Records excerpted from a collection
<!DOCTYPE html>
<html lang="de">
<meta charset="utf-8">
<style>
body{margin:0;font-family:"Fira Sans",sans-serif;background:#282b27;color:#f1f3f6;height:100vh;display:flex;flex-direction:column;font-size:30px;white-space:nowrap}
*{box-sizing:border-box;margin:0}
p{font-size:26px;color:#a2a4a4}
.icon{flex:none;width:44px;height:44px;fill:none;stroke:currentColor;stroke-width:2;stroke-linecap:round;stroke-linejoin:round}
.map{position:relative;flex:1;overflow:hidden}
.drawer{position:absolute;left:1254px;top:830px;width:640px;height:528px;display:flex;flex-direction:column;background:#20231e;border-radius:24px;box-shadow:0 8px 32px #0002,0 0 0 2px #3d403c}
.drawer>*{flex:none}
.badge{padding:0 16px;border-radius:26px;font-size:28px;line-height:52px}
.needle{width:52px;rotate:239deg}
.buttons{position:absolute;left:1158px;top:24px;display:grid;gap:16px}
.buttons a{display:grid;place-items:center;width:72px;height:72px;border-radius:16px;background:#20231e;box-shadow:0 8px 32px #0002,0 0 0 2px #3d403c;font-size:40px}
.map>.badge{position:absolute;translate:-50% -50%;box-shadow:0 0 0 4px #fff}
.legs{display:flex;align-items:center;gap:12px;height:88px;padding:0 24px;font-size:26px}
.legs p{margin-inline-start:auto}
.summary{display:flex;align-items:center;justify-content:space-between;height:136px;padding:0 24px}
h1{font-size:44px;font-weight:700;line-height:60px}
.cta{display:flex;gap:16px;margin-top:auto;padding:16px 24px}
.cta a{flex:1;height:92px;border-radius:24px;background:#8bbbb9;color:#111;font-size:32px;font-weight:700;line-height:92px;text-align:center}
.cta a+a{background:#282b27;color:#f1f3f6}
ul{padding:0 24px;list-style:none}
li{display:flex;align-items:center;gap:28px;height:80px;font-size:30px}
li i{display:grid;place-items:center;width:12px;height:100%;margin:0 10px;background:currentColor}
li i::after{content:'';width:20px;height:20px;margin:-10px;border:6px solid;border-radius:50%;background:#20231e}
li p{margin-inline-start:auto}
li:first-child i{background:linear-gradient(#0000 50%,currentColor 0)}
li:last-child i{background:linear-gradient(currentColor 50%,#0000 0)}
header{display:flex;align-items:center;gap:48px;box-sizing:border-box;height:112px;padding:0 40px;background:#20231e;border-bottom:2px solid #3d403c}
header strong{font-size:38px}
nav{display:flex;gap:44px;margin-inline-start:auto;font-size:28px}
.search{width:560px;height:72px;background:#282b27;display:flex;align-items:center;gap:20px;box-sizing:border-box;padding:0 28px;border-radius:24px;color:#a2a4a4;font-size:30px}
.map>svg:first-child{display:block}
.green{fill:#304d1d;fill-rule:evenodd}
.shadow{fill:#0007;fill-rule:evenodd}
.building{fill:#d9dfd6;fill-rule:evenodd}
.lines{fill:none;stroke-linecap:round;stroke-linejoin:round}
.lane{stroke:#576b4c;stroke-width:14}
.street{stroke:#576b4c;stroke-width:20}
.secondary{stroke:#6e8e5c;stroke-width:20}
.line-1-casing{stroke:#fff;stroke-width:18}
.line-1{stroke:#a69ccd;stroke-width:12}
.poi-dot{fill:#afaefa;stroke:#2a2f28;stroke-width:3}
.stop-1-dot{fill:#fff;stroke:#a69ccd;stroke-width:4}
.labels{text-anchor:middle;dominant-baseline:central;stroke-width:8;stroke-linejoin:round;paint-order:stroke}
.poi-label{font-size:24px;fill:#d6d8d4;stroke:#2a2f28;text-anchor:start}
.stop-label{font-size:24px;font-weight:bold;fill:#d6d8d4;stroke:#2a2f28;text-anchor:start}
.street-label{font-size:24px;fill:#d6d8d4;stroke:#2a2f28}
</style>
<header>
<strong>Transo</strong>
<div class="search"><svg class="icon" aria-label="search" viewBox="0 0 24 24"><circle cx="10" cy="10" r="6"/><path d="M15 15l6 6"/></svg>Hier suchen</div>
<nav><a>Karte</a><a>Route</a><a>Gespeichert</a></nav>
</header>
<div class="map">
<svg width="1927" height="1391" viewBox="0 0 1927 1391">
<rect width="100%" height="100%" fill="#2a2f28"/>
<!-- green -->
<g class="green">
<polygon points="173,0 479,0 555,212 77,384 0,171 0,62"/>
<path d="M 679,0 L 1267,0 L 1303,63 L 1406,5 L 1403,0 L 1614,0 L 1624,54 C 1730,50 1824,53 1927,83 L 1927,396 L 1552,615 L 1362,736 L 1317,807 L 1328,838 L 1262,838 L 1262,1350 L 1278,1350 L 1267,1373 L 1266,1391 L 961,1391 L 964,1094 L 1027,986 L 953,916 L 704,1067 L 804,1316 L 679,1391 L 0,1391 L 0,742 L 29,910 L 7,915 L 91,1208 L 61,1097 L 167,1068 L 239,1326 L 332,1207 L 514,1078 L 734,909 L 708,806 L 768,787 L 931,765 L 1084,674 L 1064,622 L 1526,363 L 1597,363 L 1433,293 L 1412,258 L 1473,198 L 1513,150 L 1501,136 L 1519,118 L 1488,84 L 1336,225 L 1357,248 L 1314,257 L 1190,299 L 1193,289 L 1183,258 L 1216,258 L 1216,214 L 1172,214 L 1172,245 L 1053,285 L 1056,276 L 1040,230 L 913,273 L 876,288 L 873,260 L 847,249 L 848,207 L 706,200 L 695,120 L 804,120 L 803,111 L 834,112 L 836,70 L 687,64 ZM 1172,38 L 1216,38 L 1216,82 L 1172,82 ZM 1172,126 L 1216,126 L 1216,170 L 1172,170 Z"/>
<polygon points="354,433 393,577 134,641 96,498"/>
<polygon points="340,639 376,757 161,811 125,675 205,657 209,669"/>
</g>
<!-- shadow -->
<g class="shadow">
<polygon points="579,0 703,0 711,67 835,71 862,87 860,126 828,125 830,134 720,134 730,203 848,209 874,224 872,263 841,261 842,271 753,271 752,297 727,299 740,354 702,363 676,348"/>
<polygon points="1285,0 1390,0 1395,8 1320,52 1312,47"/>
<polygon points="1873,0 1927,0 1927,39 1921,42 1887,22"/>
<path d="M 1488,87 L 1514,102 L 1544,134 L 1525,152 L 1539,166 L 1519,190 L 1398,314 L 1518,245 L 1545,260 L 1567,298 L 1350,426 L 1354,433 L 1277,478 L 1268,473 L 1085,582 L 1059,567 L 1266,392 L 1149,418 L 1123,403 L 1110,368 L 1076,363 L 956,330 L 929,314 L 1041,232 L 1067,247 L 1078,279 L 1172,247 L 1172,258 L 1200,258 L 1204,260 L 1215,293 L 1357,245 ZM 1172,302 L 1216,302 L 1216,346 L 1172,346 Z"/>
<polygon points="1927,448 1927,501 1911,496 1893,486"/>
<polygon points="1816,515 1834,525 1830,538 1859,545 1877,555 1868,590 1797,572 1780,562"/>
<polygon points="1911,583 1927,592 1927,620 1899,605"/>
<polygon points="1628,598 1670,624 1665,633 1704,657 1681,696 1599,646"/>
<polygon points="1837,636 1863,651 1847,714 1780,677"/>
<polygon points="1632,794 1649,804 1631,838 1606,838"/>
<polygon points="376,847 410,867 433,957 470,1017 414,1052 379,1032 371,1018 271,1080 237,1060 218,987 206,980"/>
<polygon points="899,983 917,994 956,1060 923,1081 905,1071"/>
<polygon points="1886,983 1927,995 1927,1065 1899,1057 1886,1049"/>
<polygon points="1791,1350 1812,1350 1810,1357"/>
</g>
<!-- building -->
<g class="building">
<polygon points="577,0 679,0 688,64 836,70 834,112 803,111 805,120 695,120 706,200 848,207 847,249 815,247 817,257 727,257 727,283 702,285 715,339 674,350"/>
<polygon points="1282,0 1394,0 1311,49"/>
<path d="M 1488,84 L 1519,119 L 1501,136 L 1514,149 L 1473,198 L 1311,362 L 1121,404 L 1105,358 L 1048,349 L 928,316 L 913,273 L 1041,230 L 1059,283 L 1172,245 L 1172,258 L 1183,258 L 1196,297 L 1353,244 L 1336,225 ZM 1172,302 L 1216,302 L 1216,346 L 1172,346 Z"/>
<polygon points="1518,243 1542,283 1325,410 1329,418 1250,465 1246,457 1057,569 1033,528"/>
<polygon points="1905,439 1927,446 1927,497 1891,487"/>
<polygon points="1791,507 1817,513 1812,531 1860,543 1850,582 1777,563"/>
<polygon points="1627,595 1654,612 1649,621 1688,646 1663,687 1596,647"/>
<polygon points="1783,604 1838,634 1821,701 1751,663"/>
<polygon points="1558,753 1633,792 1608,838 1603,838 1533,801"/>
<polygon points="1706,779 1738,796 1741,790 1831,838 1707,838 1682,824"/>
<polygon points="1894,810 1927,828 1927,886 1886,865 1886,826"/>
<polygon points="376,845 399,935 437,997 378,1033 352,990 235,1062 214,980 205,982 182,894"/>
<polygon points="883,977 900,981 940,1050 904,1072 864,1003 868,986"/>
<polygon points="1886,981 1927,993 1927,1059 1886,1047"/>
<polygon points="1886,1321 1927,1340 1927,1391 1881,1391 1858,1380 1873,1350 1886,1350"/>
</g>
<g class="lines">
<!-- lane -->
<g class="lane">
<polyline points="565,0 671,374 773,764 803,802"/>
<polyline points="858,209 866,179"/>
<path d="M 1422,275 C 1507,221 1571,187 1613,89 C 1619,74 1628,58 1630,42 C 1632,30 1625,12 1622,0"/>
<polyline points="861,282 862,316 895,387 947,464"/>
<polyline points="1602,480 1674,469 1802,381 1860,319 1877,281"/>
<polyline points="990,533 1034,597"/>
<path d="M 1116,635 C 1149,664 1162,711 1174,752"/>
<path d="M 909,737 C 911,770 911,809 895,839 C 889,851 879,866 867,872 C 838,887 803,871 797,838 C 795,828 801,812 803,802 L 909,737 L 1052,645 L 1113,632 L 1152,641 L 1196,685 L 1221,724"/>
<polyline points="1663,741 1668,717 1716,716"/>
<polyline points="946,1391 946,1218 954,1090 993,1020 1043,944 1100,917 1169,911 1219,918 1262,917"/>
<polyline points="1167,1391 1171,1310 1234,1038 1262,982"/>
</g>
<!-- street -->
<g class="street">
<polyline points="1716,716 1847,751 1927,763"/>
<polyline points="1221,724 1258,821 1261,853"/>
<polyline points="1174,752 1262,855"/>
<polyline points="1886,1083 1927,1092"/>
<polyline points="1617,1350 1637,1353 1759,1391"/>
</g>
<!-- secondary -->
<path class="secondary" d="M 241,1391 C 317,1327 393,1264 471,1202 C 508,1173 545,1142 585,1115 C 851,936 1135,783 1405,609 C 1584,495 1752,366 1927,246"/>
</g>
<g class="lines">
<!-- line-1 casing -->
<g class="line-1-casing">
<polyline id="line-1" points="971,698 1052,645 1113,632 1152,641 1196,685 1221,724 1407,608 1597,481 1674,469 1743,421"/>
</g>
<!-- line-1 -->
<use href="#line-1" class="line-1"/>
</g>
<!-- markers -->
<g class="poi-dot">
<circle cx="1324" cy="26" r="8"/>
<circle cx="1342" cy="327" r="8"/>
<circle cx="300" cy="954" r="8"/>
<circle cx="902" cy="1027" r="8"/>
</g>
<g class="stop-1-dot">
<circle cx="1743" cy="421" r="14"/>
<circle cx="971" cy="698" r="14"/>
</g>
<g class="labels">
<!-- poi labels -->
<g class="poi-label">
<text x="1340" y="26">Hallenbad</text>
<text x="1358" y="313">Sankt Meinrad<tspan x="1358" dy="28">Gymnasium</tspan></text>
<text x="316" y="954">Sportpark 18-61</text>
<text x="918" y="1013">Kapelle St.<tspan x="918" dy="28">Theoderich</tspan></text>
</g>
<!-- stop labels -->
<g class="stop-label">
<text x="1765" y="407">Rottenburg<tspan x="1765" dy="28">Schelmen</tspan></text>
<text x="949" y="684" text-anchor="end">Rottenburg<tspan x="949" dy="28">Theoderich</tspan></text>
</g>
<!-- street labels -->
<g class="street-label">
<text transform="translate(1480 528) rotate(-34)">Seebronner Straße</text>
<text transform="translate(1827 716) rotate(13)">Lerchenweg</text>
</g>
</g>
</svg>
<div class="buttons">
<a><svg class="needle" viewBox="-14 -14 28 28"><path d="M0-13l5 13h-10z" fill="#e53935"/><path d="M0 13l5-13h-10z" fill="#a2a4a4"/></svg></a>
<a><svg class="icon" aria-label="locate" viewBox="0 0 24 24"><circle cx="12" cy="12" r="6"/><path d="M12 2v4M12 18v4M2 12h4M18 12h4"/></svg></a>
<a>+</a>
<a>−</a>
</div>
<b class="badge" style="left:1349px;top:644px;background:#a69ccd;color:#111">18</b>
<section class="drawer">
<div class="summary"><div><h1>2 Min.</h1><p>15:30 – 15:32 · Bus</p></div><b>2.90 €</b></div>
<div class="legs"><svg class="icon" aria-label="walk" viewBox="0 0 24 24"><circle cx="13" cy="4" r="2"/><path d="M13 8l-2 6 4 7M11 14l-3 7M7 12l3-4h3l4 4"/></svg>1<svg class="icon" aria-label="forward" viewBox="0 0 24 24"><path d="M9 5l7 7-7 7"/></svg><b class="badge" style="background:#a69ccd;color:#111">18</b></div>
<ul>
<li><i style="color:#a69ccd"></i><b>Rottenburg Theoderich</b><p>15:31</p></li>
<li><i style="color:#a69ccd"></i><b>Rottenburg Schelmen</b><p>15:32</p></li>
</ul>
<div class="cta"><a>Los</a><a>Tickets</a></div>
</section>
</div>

• _Task to carry out_:
What lines in the data hold the word "strong"? Return them.

• _Solved problem_:
header strong{font-size:38px}
<strong>Transo</strong>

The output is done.